Extracted material -
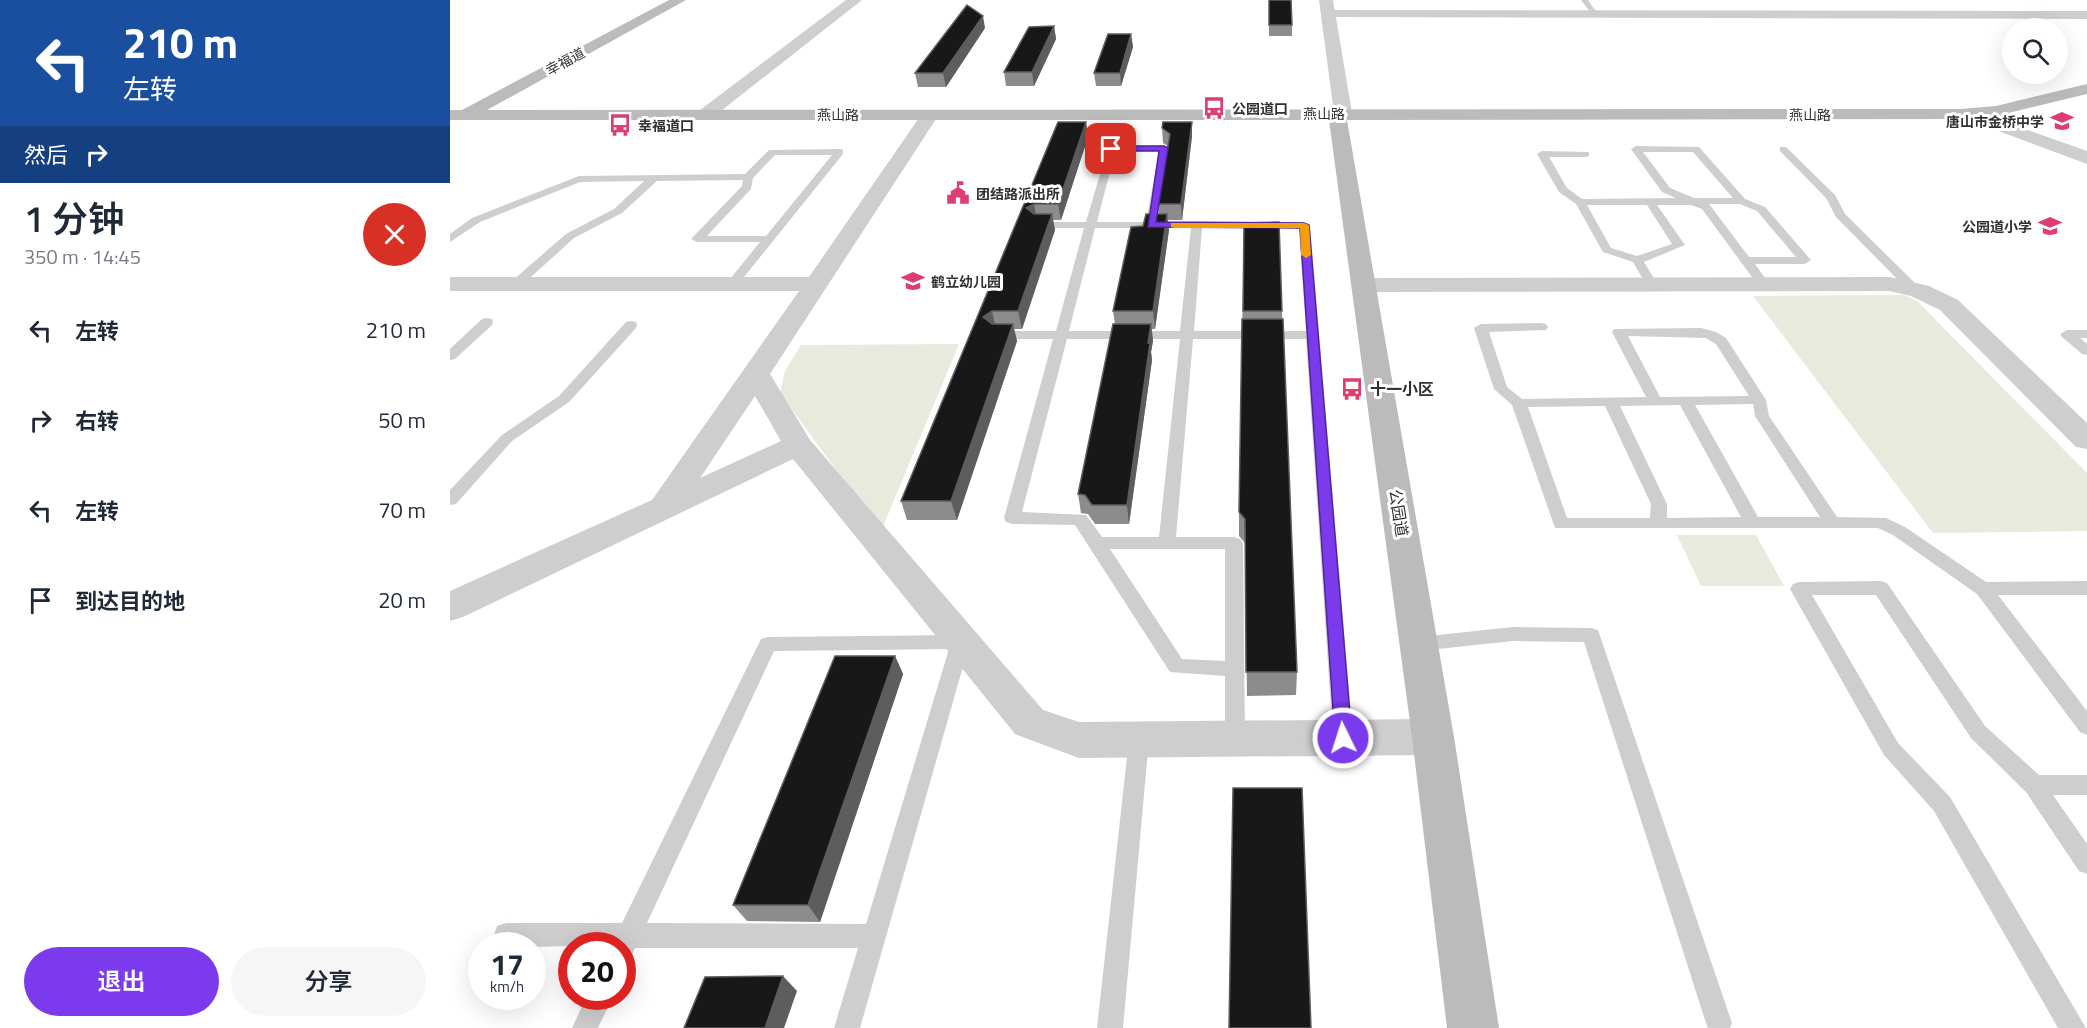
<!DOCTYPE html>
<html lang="zh">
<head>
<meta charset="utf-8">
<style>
  :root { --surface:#fff; --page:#f6f6f7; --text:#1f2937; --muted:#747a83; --accent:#7c3aed }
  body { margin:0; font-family:"Titillium Web","Noto Sans SC",sans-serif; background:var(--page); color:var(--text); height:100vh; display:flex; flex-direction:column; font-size:22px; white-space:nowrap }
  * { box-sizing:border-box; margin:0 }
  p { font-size:20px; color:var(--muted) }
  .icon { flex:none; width:33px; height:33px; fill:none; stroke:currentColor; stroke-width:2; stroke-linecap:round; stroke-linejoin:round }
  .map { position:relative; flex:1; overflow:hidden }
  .side { display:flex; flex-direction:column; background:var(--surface); width:450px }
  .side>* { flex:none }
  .top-card { background:#1a4fa0; color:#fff; overflow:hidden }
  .tools { position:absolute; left:1552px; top:18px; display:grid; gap:12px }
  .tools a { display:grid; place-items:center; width:66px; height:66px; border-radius:50%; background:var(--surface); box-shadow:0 6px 24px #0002; font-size:30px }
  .speed { position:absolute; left:18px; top:932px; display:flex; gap:12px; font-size:30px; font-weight:700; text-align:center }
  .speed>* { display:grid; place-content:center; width:78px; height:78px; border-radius:50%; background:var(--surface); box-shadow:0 6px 24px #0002; line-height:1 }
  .speed small { font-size:15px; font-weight:400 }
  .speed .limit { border:9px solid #d22; background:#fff; color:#111 }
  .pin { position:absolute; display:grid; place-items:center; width:51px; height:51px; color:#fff; margin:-26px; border-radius:12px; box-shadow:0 3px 9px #0006 }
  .me { position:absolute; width:66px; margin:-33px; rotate:356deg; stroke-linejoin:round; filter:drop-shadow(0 0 4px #0008) }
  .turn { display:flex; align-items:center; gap:21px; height:126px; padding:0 24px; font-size:27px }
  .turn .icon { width:78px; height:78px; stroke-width:2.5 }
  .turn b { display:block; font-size:42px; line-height:51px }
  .then { display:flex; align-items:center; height:57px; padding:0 24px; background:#0003; gap:12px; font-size:22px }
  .round { display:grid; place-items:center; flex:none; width:63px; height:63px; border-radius:32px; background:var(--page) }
  .overview { display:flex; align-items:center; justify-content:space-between; height:102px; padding:0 24px }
  h1 { font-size:36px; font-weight:600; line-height:45px }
  .action { display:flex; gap:12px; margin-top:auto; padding:12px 24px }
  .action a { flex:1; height:69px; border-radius:36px; background:var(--accent); color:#fff; font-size:24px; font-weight:600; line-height:69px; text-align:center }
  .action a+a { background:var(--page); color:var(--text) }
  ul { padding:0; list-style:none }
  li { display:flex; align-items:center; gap:18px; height:90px; padding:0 24px }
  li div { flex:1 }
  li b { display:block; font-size:22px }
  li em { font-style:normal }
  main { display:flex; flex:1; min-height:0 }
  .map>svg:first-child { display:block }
  .green { fill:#e7eadd }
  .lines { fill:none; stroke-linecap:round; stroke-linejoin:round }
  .service { fill:#cecece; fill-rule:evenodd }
  .minor { fill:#cecece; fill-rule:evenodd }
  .tertiary { fill:#cecece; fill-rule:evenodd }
  .secondary { fill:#bbb; fill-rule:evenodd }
  .wall { fill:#8c8c8c }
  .shaded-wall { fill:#5d5d5d }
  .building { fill:#181818; stroke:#5d5d5d; stroke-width:1.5 }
  .route { fill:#7c3aed; stroke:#51269a; stroke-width:1.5 }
  .slow { fill:#f59e0b }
  .labels { text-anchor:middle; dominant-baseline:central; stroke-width:6; stroke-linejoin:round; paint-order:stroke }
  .far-street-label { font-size:14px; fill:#313131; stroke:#fff }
  .far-poi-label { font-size:14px; font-weight:bold; fill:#313131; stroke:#fff; text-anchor:start }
  .poi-label { font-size:16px; font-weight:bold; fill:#313131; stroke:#fff; text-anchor:start }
  .street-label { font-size:16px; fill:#313131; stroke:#fff }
</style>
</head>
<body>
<main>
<section class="side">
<div class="top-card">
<div class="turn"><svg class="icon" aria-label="left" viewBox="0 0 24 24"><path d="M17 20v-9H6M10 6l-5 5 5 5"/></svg><div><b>210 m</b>左转</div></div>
<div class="then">然后<svg class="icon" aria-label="right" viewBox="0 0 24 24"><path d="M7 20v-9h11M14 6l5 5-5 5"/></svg></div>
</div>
<div class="overview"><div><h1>1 分钟</h1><p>350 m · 14:45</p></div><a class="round" style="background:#d93025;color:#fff"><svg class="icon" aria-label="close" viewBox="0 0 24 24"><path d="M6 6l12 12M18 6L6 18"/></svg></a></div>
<ul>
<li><svg class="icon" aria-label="left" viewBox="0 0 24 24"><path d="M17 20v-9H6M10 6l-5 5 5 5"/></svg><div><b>左转</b></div><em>210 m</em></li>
<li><svg class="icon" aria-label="right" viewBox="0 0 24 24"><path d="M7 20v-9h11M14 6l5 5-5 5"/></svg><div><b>右转</b></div><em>50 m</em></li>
<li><svg class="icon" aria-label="left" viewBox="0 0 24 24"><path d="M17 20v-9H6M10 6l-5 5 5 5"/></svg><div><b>左转</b></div><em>70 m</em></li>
<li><svg class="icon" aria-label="arrive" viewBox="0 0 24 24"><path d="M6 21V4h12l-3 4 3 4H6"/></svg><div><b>到达目的地</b></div><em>20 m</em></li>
</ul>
<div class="action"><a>退出</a><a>分享</a></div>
</section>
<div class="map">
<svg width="1637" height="1028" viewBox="0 0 1637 1028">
  <rect width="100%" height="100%" fill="#fff"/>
  <g class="green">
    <polygon points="1454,295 1467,301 1637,473 1637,531 1483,533 1303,296"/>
    <polygon points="509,344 431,531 330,393 335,371 351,345"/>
    <polygon points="1227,535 1306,535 1334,586 1251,586"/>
  </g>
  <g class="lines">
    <g class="service">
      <polygon points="1131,0 1138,0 1149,16 1143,16"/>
      <path d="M714,145l5,3 -12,74h147l6,3 43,513 -3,6 -7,3 -7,-3 -3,-6 -27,-399h-113l-17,198h58l6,2 3,4 2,196 -3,6 -7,3 -7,-3 -3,-6v-63l-55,-4 -95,-147 -63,-1 -6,-2 -2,-4 49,-179h-57l-7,-4 7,-4h60l28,-103h-47l-6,-3 6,-3h49l22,-75zM709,151l-13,71h-49l18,-70zM645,228h96l-11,103h-111zM752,228h97l7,103h-112zM617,339h113l-21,198h-57l-16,-22 -64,-3zM660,549h115v112l-43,-2z"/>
      <path d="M1186,146l63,1 46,52 20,8 46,53 -6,4h-50l15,21 -6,4 -4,-1 -58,-79 -11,-4h-34l28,40 -41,17 14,23 -6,4 -4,-1 -15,-26 -30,-10 -27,-48 -17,-12 -22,-38 5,-3 47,1v4l-3,1h-37l18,31 15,11 94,-1 -14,-6 -31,-43zM1193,152h50l40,46h-39l-24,-10zM1259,204h31l17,7 39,46h-47zM1137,205h60l25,39 -35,12 -26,-8z"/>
      <polygon points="1330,147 1336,147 1385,195 1395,214 1466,284 1466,290 1458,290 1386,217 1376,198 1330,151"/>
      <path d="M390,149l3,1v4l-107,133 -4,1 -6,-4 34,-42h-63l-6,-3 51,-53 1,-6 -86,1 -35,32 -48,25 -53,48h-8v-6l53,-46 48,-25 30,-28 -64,1 -100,40 -30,20v-8l22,-16 107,-42 166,-2 24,-24zM325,155h57l-66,81h-59l44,-47 2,-11z"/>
      <polygon points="37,318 42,319 43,322 42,325 5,359 0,360 0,349 32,319"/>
      <polygon points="181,321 186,322 187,325 186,328 119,402 62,441 6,504 0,505 0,490 52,435 109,396 176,322"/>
      <path d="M1091,323l5,1 2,3 -2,3 -57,2 18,55 15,12 124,-2 -34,-65 2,-3 87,-1 15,4 10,6 40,62 3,16 68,101 49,1 19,9 81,55 101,-1v14h-89l89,116v24l-7,-3 -103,-138 -84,-59 -15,-7h-323l-43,-123 -18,-16 -20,-61 7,-4zM1178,336l78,2 10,6 33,52 -89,1zM1303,404l2,12 65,101h-62l-63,-112zM1230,405l61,112 -74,1v-14l-47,-98zM1155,406l46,98 -1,14h-83l-39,-111z"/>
      <polygon points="1617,330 1637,330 1637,338 1630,338 1637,344 1637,355 1632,354 1612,337 1610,334"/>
      <polygon points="1431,581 1437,583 1535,726 1589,775 1637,775 1637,795 1603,795 1637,844 1637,874 1629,871 1576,792 1521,738 1426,595 1362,595 1448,743 1500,797 1636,1028 1608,1028 1484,811 1434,755 1340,589 1343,584 1349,582"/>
      <polygon points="1063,627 1141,628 1148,630 1282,1023 1280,1028 1258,1028 1256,1023 1134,642 1063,641 969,651 962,649 960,644 962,639 969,637"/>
      <path d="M511,635l7,2 2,5 -110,386h-26l24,-80h-223l-4,10 -9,3v-16l-90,2v-2l-35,-1 -3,-9 3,-9 9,-3h116l139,-284 7,-2zM499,649l-83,275 -219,-1 127,-272z"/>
      <polygon points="689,730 696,733 699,739 673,1028 647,1028 679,739 682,733"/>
      <polygon points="137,996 163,996 148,1028 122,1028"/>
    </g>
    <g class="minor">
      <polygon points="396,0 412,0 262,118 250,118 247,114 250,110"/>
      <polygon points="878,10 1637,11 1637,19 873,17 871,14"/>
      <path d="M477,114l6,1 3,4 -166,255 40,66 233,270 36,12 354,-3 15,6 6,12 -6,12 -15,6 -354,3 -64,-24 -222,-275 -330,158 -13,4v-30l202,-91 147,-209h-349v-14h359l112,-162zM305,396l26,45 -81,37z"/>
      <polygon points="1439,277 1479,286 1508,300 1637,423 1637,449 1626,447 1490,310 1461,296 1439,291 914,292 905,290 902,285 905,280 914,278"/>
    </g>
    <g class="tertiary">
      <polygon points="869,0 883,0 902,113 899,117 887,117 884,113"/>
      <polygon points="1533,114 1637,151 1637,164 1527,123 1524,119 1527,115"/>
    </g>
    <polygon class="secondary" points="219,0 236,0 37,110 1511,109 1546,106 1637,84 1637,94 1546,116 1511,119 897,120 1004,737 1049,1028 997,1028 962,737 879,120 0,120 0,110 12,110"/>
  </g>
  <g class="wall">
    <polygon points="819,0 842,25 842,36 819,36"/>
    <polygon points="604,26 606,39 584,86 556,86 554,72"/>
    <polygon points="535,28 496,87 468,87 465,73"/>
    <polygon points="681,34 683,47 671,86 646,86 644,73"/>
    <polygon points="608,122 636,122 638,137 611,220 603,220 605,230 572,329 564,329 567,341 507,520 457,520 451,501"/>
    <polygon points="742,122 742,136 732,220 718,220 719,230 705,329 702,329 703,341 701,352 702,360 679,524 645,524 638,514 631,513 628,494 665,324 663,311 693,226 709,214 708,204 718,146 713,143 712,128"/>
    <polygon points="794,223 832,311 847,672 846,695 797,696 795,543 789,536 789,512"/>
    <polygon points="445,656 453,674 370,922 297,921 283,905"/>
  </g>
  <g class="shaded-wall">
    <polygon points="533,16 535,28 496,87 493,73"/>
    <polygon points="604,26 606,39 584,86 582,72"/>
    <polygon points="681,34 683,47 671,86 670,73"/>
    <polygon points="636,122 638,137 611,220 608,204"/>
    <polygon points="742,122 742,136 732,220 731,204"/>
    <polygon points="584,204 587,220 576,208"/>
    <polygon points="602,214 605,230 572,329 568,311"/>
    <polygon points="717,214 719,230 705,329 703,311"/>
    <polygon points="542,311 546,329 533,317"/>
    <polygon points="563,324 567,341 507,520 501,501"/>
    <polygon points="701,324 703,341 701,352 702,360 679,524 677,505"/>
    <polygon points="445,656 453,674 370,922 358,905"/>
    <polygon points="333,976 347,991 334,1028 315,1028"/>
  </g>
  <g class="building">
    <polygon points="819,0 841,0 842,25 819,25"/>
    <polygon points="517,5 533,16 493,73 465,73"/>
    <polygon points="604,26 582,72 554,72 579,27"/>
    <polygon points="658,34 681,34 670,73 644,73"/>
    <polygon points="608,122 636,122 608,204 584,204 576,208 584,214 602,214 568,311 542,311 533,317 542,324 563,324 501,501 451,501"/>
    <polygon points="713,122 742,122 731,204 708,204 720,134 712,128"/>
    <polygon points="696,214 717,214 703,311 663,311 681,227 693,226"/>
    <polygon points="829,222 832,311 793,311 794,223"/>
    <polygon points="792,319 833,319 847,672 796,672 795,519 789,512"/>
    <polygon points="663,324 701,324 698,343 700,343 677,505 642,505 635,495 628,494"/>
    <polygon points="385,656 445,656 358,905 283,905"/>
    <polygon points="783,788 852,788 861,1028 779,1028"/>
    <polygon points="333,976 315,1028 234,1028 255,977"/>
  </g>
  <polygon class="route" points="714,146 718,148 706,222 854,223 859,225 902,738 899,743 893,745 887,743 885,738 850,228 698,227 709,151 661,151 657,149 661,146"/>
  <polygon class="slow" points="721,223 854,223 859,225 861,255 856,258 851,255 850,228 724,228 721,227"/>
  <defs>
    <g id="bus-bare" transform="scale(1.8)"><path d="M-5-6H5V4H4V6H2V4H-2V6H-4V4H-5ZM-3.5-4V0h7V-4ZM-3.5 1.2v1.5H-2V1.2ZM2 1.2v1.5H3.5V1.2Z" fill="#dd3d6f" stroke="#fff" stroke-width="2.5" paint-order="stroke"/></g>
    <g id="school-bare" transform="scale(1.8)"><path d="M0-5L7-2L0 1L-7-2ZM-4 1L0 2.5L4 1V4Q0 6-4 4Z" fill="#dd3d6f" stroke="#fff" stroke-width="2.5" paint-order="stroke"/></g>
    <g id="civic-bare" transform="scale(1.8)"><path d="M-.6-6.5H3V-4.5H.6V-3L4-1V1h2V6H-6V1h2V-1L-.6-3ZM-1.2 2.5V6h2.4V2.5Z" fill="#dd3d6f" stroke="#fff" stroke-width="2.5" paint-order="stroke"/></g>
  </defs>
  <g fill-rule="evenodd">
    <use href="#bus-bare" x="764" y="108"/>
    <use href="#school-bare" x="1612" y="121"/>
    <use href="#bus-bare" x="170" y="125"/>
    <use href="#civic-bare" x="508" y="193"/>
    <use href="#school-bare" x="1600" y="226"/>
    <use href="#school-bare" x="463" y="281"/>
    <use href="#bus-bare" x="902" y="389"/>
  </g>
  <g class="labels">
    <g class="far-street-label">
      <text transform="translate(115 61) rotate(-28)">幸福道</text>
      <text x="874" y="113">燕山路</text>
      <text x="388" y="114">燕山路</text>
      <text x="1360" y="114">燕山路</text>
    </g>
    <g class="far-poi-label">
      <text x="782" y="108">公园道口</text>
      <text x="1594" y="121" text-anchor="end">唐山市金桥中学</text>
      <text x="188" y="125">幸福道口</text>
      <text x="526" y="193">团结路派出所</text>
      <text x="1582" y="226" text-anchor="end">公园道小学</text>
      <text x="481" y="281">鹤立幼儿园</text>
    </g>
    <g class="poi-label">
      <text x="920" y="389">十一小区</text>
    </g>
    <g class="street-label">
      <text transform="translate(949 513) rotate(81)">公园道</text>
    </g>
  </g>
</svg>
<div class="tools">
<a><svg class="icon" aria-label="search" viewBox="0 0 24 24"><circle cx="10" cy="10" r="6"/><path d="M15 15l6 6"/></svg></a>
</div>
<div class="speed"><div>17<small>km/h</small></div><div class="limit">20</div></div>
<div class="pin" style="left:661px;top:149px;background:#d93025"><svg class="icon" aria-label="arrive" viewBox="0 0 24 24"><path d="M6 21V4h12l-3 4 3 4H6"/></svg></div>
<svg class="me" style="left:893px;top:738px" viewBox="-20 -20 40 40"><circle r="17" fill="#7c3aed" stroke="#fff" stroke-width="3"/><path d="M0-11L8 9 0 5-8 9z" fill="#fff"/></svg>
</div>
</main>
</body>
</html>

Task -
Give again, word for word, the lines above from the first one through the one containing "position:absolute; width:66px; margin:-33px;"; no pictures.

Response box -
<!DOCTYPE html>
<html lang="zh">
<head>
<meta charset="utf-8">
<style>
  :root { --surface:#fff; --page:#f6f6f7; --text:#1f2937; --muted:#747a83; --accent:#7c3aed }
  body { margin:0; font-family:"Titillium Web","Noto Sans SC",sans-serif; background:var(--page); color:var(--text); height:100vh; display:flex; flex-direction:column; font-size:22px; white-space:nowrap }
  * { box-sizing:border-box; margin:0 }
  p { font-size:20px; color:var(--muted) }
  .icon { flex:none; width:33px; height:33px; fill:none; stroke:currentColor; stroke-width:2; stroke-linecap:round; stroke-linejoin:round }
  .map { position:relative; flex:1; overflow:hidden }
  .side { display:flex; flex-direction:column; background:var(--surface); width:450px }
  .side>* { flex:none }
  .top-card { background:#1a4fa0; color:#fff; overflow:hidden }
  .tools { position:absolute; left:1552px; top:18px; display:grid; gap:12px }
  .tools a { display:grid; place-items:center; width:66px; height:66px; border-radius:50%; background:var(--surface); box-shadow:0 6px 24px #0002; font-size:30px }
  .speed { position:absolute; left:18px; top:932px; display:flex; gap:12px; font-size:30px; font-weight:700; text-align:center }
  .speed>* { display:grid; place-content:center; width:78px; height:78px; border-radius:50%; background:var(--surface); box-shadow:0 6px 24px #0002; line-height:1 }
  .speed small { font-size:15px; font-weight:400 }
  .speed .limit { border:9px solid #d22; background:#fff; color:#111 }
  .pin { position:absolute; display:grid; place-items:center; width:51px; height:51px; color:#fff; margin:-26px; border-radius:12px; box-shadow:0 3px 9px #0006 }
  .me { position:absolute; width:66px; margin:-33px; rotate:356deg; stroke-linejoin:round; filter:drop-shadow(0 0 4px #0008) }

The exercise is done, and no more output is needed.